Reader Request Week 2016 #5: Pronouns

Source: Reader Request Week 2016 #5: Pronouns

Wow. As someone who has lived in small towns (thus under a rock) for over ten years now, gender non-specific pronouns have not been an issue. Thanks to John Scalzi for laying out the use and reasoning behind this evolving issue.

Advertisements

10 Reasons to <3 Fridays in Movie Quotes

84749-Dear-Friday-I-Love-You

10. It’s good time to rest and dream.

Goodfellas (1990) Anything I wanted was a phone call away. Free cars. The keys to a dozen hideout flats all over the city. I bet twenty, thirty grand over a weekend and then I’d either blow the winnings in a week or go to the sharks to pay back the bookies.

 

9. Painting the town isn’t just for the mafia.

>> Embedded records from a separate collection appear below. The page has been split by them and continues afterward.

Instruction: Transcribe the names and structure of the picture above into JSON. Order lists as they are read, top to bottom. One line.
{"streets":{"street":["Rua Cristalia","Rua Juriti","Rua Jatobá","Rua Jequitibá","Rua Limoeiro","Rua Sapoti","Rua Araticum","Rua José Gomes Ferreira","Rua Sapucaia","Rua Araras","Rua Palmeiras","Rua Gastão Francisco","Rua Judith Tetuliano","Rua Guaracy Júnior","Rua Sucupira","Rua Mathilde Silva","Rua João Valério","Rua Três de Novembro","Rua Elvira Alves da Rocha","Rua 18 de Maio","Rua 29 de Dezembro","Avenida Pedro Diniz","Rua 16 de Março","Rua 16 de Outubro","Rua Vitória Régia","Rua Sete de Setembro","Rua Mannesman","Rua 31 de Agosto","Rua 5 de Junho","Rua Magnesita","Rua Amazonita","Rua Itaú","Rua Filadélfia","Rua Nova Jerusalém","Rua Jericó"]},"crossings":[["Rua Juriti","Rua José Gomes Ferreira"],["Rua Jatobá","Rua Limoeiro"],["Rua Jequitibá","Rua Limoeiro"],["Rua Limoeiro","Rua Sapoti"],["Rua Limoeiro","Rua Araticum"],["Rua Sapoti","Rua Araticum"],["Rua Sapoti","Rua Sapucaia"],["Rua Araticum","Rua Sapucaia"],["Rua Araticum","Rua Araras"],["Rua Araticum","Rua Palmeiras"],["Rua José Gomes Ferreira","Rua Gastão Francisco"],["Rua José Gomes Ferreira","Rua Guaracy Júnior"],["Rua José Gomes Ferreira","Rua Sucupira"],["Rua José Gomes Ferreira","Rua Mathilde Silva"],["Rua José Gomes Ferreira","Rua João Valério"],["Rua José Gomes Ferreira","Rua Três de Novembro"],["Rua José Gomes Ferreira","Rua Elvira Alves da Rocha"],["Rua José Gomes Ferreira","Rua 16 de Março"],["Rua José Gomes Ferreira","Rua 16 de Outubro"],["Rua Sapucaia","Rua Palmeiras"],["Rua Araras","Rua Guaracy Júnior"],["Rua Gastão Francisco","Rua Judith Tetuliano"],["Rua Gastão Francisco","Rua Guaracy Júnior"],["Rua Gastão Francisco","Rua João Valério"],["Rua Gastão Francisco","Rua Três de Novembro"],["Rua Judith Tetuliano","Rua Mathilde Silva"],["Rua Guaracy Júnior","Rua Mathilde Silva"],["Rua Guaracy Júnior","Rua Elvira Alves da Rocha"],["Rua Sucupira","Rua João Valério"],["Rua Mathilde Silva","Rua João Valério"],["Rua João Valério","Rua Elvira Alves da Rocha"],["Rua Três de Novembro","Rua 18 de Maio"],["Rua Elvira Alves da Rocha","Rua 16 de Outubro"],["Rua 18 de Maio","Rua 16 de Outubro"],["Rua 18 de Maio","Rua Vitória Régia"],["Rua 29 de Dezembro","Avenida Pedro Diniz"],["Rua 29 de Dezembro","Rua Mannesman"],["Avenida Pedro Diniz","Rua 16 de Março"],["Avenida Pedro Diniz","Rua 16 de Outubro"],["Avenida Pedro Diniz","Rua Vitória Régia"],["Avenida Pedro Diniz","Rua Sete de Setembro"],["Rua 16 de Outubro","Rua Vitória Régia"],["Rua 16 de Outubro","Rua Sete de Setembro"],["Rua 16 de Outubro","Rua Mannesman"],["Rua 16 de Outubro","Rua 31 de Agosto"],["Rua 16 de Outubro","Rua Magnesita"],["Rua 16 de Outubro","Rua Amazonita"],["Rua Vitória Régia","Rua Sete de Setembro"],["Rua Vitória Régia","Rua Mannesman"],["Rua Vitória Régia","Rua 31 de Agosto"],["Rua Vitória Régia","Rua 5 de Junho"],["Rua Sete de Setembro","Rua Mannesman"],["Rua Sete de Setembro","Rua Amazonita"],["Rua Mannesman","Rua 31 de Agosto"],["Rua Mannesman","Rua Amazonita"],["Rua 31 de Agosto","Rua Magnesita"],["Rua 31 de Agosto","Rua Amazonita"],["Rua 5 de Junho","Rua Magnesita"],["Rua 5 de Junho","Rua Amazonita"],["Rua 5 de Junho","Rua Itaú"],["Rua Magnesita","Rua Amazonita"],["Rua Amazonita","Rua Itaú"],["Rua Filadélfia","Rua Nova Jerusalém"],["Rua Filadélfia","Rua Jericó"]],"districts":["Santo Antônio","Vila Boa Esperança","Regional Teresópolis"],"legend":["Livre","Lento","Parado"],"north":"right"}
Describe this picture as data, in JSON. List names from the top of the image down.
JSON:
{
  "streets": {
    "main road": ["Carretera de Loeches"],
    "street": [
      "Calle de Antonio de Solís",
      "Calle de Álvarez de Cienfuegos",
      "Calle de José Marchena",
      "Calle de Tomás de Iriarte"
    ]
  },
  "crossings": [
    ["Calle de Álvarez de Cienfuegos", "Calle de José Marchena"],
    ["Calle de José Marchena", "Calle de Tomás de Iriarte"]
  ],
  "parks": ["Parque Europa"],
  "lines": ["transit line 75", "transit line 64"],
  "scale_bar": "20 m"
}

Kick up your heels!

 

The Godfather(1972) This weekend we’ll go out. We’ll go to the city, see a show and have dinner, I promise.

 

8. PARTY is for everyone!

 

Friday (1995)

For most people, Friday’s just the day before the weekend. But after this Friday, the neighborhood’ll never be the same.

 

7. Because we aren’t being invaded by aliens, I hope.

 

Independence Day(1996)  Y’know, this was supposed to be my weekend off, but noooo. You got me out here draggin’ your heavy ass through the burnin’ desert with your dreadlocks stickin’ out the back of my parachute. You gotta come down here with an attitude, actin’ all big and bad…

 

6. Or the weekend could be a chance to chill out and laze.

 

The Breakfast Club (1985) My impression of life at Big Bri’s house, “Son?” “Yeah, Dad?” “How was your day, son?” “Great, Dad. How’s yours?” “Super. Say, how would like to go fishing this weekend?” “Great, Dad. But I got homework to do.” “That’s okay, son. You can do it on the boat.” “Gee.” “Hon, isn’t our son swell?” “Yes, dear. Isn’t life swell?”

 

5. Because we aren’t making dinosaurs in a secret lab, I hope.

 

Jurassic Park (1993) Remind me to thank John for a lovely weekend.

 

4. So have a weekend adventure! Woohoo.

 

Die Hard(1988)I spent a weekend at a combat ranch. You know where they shoot red paint, but it sounds stupid to you.

 

3. Maybe spend time at the zoo.

 

Animal House(1978) Umm – maybe we could drive up to your folks’ place this weekend.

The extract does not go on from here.